Welcome to the forum. I am sorry that you are in such a complicated situation.

I am an Evangelical and my wife is LDS and can at least sympathize that interfaith marriages have their own special set of difficulties that go with them.

We had a similar situation regarding her desire to receive her Endowment. She became inactive in her youth but became active after our marriage, so she never had gone through it.

Several years back, two of her younger brothers who had also been inactive in their later youth became active and gotten theirs done. Shortly after she expressed that she would like to do so as well, but according to LDS leadership, she could not do so unless it was something I was okay with. I asked her what exactly it was, what happens during it and so forth. She didn't know much in the way of details other than it was something I could not be present for, because it was in the Temple and that it was something she wouldn't be able to talk to me about after it was done. I told her to give me some time to think on it.

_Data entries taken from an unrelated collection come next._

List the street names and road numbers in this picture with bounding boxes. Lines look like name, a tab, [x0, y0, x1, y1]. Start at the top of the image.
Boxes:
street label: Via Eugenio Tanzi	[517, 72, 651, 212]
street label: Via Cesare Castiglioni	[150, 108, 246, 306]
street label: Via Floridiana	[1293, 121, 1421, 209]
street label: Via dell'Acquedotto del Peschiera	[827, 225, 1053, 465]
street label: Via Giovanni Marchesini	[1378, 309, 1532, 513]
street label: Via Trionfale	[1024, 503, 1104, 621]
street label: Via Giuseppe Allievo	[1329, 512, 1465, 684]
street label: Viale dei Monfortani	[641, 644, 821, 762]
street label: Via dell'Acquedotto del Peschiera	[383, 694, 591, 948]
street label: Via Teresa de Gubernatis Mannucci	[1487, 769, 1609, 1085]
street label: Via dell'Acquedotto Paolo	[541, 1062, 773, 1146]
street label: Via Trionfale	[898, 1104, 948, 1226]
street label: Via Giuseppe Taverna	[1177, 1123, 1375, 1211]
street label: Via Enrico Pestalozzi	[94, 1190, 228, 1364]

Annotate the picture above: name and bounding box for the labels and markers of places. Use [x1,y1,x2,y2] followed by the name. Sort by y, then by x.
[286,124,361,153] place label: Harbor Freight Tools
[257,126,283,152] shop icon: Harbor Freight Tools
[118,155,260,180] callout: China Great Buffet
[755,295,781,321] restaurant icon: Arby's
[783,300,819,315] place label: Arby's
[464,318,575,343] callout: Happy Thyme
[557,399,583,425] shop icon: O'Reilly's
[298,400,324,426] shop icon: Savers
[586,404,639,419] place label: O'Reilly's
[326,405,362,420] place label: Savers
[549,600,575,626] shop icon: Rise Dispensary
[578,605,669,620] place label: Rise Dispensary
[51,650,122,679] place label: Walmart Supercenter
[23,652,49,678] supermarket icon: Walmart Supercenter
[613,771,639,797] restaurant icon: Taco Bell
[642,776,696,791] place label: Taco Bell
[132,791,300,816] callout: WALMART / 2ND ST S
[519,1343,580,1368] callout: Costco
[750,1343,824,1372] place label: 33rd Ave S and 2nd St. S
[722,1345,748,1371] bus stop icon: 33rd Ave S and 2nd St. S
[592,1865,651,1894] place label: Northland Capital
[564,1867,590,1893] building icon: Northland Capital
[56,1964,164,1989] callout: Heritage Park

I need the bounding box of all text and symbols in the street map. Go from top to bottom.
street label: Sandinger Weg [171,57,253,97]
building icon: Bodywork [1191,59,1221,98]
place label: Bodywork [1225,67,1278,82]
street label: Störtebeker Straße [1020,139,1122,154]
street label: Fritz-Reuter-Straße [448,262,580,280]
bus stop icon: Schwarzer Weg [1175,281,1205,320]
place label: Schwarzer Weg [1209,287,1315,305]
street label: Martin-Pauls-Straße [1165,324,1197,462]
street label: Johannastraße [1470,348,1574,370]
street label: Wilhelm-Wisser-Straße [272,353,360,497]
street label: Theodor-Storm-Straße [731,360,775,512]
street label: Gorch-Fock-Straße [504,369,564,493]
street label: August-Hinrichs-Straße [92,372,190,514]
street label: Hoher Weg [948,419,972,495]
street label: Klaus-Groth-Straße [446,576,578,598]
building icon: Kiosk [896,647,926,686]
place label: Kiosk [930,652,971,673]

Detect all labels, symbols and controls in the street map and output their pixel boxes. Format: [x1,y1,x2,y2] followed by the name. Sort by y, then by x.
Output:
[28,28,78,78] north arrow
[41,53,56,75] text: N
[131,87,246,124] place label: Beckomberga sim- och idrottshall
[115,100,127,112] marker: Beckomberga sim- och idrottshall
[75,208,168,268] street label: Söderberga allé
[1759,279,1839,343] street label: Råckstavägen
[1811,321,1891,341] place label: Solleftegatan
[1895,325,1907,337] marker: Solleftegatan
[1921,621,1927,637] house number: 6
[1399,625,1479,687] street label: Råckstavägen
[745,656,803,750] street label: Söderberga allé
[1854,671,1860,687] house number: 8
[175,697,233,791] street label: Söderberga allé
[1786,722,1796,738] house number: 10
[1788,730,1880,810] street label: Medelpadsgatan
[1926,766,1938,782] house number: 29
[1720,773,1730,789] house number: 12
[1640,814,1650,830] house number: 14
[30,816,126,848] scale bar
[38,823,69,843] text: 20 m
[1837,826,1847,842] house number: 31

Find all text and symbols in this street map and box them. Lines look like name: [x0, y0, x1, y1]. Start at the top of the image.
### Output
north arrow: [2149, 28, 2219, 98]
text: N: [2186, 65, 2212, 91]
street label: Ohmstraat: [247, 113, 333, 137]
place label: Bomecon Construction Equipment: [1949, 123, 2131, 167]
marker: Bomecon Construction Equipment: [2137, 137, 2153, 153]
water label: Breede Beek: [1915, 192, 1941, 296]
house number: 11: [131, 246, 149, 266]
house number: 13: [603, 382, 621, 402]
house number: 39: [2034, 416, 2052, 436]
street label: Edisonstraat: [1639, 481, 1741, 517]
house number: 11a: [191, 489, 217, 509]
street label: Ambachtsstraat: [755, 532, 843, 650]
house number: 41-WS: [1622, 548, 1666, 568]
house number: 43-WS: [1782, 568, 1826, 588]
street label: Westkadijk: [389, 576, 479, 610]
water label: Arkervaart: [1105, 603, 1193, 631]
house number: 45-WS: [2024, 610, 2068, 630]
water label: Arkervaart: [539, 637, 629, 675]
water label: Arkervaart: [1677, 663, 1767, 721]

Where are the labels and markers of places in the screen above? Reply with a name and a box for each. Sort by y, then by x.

I felt very uncomfortable about it, given that she was doing something that I could not be privy to. It is painful to realize that your spouse wants something they can't share with you. I did some cursory research and the sites that do offer information aren't geared to express it in a good way. I felt even less comfortable.

After a few days, I told her that I didn't think it was anything I could support. I wasn't primarily operating from a fear of loss, as it seems your husband may be doing. But in some sense, I can sympathize because potentially loosing that little piece of her that couldn't share all that with me was loss. Mainly, I felt I was given an opportunity to protect her from something that was not beneficial to her, based on my understanding.

That was the end of it, in that she never expressed to me a need to go through with her endowment again. However, I struggled with it for several months.

It was wrong of me to try and hold her back from something she believed in. It took a bit, but I changed my mind on the matter. One day we had a quiet moment together and I expressed what my reasoning was behind my discomfort with her endowment in the first place and explained that I had reached a point where it was fine with it.

I suppose, I am surprised in some respect, that she hasn't followed through with it. It's been a number of years and she lives her life in a "Temple worthy" fashion. We don't talk about it, but I speculate she somehow feels compelled to wait for a day that we can go together. I think in a lot of respects we both do a lot of waiting for God to work, both knowing that all things work together for good for them that love Him.

It sounds like with your husband, that there is an underlying issue of trust that must be dealt with. Not that you are untrustworthy, rather that all this is challenging his security in your feelings. He is afraid of anything that might take you away from him. The CoJCoLDS can appear to be just such an instrument, to a non-LDS.

I wouldn't be angry or devastated about it. His expressions are flattery to just how important you are to him.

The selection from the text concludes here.